The sub-file clone feature is used for copy-offload in case of intra-volume copy or VM clone, and it is initiated by client application. There are two callers of subfile-clone copy-offload in ONTAP.
- VAAI XCOPY: Invoked by VmWare VAAI VM clone or copy operations. If both the source and destination VM of the cloning/copy are in the same volume, ONTAP uses subfile clones for copy-offload. Only applicable to VmWare SAN environments where VAAI is enabled.
- Microsoft ODX: Used by windows copy operations. If the source and destination of the copy are in the same volume, ONTAP uses subfile clones for copy-offload. Applicable to both SAN and CIFS windows environments, where ODX is enabled.
The following sequence of operations can result in this problem:
- Blocks on a file get compressed in the extended-compression format in ONTAP 9.5 or later.
- These blocks are tiered-out to capacity-tier by FabricPool.
- Copy-offload operation is done, using this file as source, to some other destination file in the same volume.

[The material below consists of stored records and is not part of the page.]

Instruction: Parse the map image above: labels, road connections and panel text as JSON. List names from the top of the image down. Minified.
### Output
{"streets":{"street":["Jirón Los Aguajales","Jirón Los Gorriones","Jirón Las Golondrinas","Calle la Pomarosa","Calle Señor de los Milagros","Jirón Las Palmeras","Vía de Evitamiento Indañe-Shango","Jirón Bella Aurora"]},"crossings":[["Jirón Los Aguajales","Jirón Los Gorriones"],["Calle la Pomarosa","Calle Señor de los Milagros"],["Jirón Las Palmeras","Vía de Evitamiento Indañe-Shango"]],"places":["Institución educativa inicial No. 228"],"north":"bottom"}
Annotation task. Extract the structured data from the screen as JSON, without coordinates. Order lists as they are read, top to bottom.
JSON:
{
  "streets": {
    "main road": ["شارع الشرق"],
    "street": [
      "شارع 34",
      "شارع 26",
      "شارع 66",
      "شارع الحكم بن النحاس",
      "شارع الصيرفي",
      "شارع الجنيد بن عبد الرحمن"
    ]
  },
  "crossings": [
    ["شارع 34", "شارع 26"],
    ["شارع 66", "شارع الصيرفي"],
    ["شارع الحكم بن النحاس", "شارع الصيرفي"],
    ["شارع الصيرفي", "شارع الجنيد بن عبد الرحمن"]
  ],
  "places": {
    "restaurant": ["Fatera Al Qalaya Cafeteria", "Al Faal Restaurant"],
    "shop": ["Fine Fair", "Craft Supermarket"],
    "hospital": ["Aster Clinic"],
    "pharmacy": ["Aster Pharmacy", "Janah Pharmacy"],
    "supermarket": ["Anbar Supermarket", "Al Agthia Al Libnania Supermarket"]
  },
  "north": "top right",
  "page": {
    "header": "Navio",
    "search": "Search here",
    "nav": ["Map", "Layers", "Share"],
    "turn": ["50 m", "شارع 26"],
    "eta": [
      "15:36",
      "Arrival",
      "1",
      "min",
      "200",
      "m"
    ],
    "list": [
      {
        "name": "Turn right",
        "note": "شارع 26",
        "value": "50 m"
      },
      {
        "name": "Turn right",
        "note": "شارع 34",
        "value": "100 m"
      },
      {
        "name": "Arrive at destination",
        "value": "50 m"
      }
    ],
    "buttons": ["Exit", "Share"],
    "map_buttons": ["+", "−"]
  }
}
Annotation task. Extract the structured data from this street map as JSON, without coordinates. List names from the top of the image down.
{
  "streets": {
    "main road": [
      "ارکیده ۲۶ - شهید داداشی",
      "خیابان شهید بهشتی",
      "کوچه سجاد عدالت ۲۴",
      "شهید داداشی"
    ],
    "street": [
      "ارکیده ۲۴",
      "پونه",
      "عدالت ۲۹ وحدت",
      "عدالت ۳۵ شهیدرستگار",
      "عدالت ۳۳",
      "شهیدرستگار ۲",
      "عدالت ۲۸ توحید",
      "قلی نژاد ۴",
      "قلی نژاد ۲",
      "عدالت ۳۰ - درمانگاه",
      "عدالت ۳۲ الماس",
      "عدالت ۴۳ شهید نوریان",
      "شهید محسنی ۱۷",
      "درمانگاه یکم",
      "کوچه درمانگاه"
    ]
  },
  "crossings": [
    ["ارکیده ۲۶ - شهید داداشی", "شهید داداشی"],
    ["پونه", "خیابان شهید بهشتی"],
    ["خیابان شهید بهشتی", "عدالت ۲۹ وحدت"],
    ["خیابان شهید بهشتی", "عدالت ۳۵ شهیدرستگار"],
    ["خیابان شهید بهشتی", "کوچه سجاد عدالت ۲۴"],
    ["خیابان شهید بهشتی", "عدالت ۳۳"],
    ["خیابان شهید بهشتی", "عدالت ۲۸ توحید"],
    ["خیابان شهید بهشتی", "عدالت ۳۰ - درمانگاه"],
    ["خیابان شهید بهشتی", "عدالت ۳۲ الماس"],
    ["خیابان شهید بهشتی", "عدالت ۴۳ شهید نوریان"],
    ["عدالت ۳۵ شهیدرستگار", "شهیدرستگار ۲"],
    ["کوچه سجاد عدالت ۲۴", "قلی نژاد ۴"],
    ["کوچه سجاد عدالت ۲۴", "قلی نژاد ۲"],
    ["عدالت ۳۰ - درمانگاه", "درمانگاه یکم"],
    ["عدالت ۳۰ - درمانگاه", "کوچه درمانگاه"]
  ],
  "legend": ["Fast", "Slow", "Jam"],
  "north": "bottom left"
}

Internally ONTAP does subfile-clone operation from source file to destination file for copy-offload request.
- On the destination file, for the compressed blocks which are tiered-out, extended-compression format information is lost.
- Subsequent read to these blocks on destination file would return the data without uncompressing it. In some cases where the compressed block is deduplicated with a block in another volume, it can result in “inconsistent user data” messages and a controller disruption.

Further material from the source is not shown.